Human Versus Machine: How Do We Know Who Is Winning? ROC Analysis for Comparing Human and Machine Performance under Varying Cost-Prevalence Assumptions

Affiliations
Review

Human Versus Machine: How Do We Know Who Is Winning? ROC Analysis for Comparing Human and Machine Performance under Varying Cost-Prevalence Assumptions

Michael Merry et al. Methods Inf Med. 2022 Jun.

Abstract

Background: Receiver operating characteristic (ROC) analysis is commonly used for comparing models and humans; however, the exact analytical techniques vary and some are flawed.

Objectives: The aim of the study is to identify common flaws in ROC analysis for human versus model performance, and address them.

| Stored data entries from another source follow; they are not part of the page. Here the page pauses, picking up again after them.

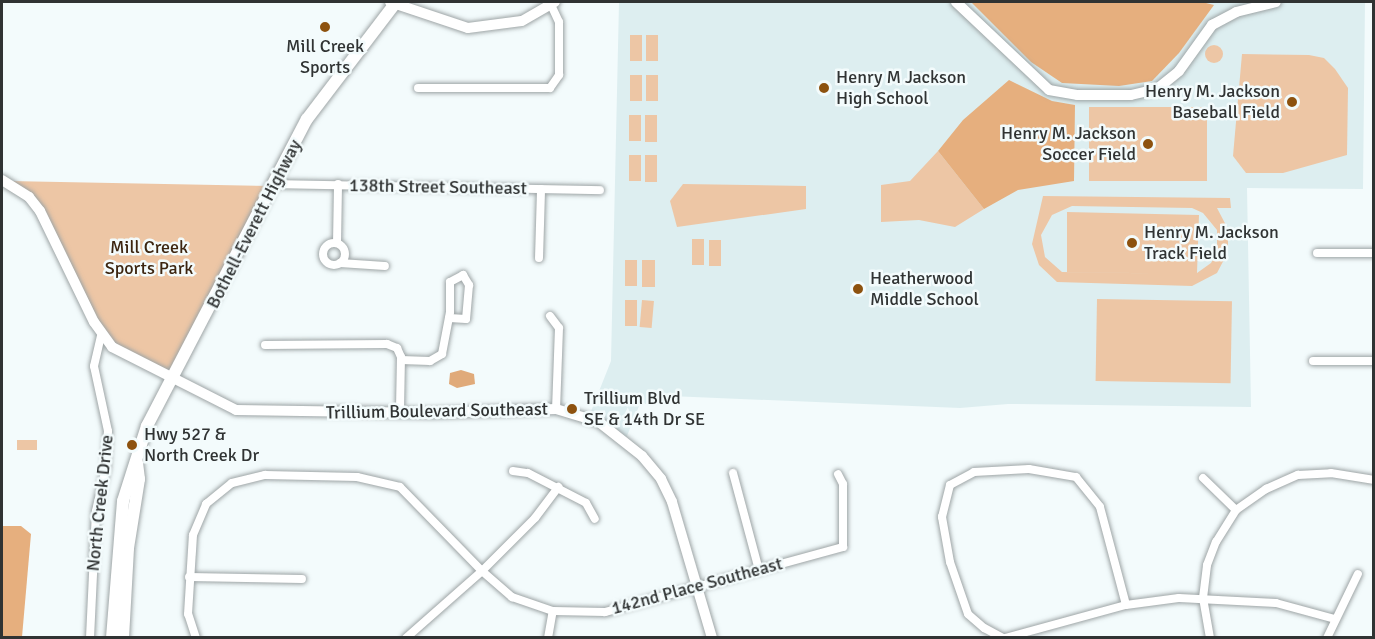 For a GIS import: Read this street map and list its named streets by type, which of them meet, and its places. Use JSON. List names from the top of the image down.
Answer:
{
  "streets": {
    "main road": ["Bothell-Everett Highway"],
    "street": [
      "138th Street Southeast",
      "Trillium Boulevard Southeast",
      "North Creek Drive",
      "142nd Place Southeast"
    ]
  },
  "crossings": [
    ["138th Street Southeast", "Bothell-Everett Highway"],
    ["Bothell-Everett Highway", "Trillium Boulevard Southeast"],
    ["Trillium Boulevard Southeast", "142nd Place Southeast"]
  ],
  "parks": ["Mill Creek Sports Park"],
  "places": [
    "Mill Creek Sports",
    "Henry M Jackson High School",
    "Henry M. Jackson Baseball Field",
    "Henry M. Jackson Soccer Field",
    "Henry M. Jackson Track Field",
    "Heatherwood Middle School",
    "Trillium Blvd SE & 14th Dr SE",
    "Hwy 527 & North Creek Dr"
  ]
}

Methods: We review current use and identify common errors. We also review the ROC analysis literature for more appropriate techniques.

Results: We identify concerns in three techniques: (1) using mean human sensitivity and specificity; (2) assuming humans can be approximated by ROCs; and (3) matching sensitivity and specificity. We identify a technique from Provost et al using dominance tables and cost-prevalence gradients that can be adapted to address these concerns.

Conclusion: Dominance tables and cost-prevalence gradients provide far greater detail when comparing performances of models and humans, and address common failings in other approaches. This should be the standard method for such analyses moving forward.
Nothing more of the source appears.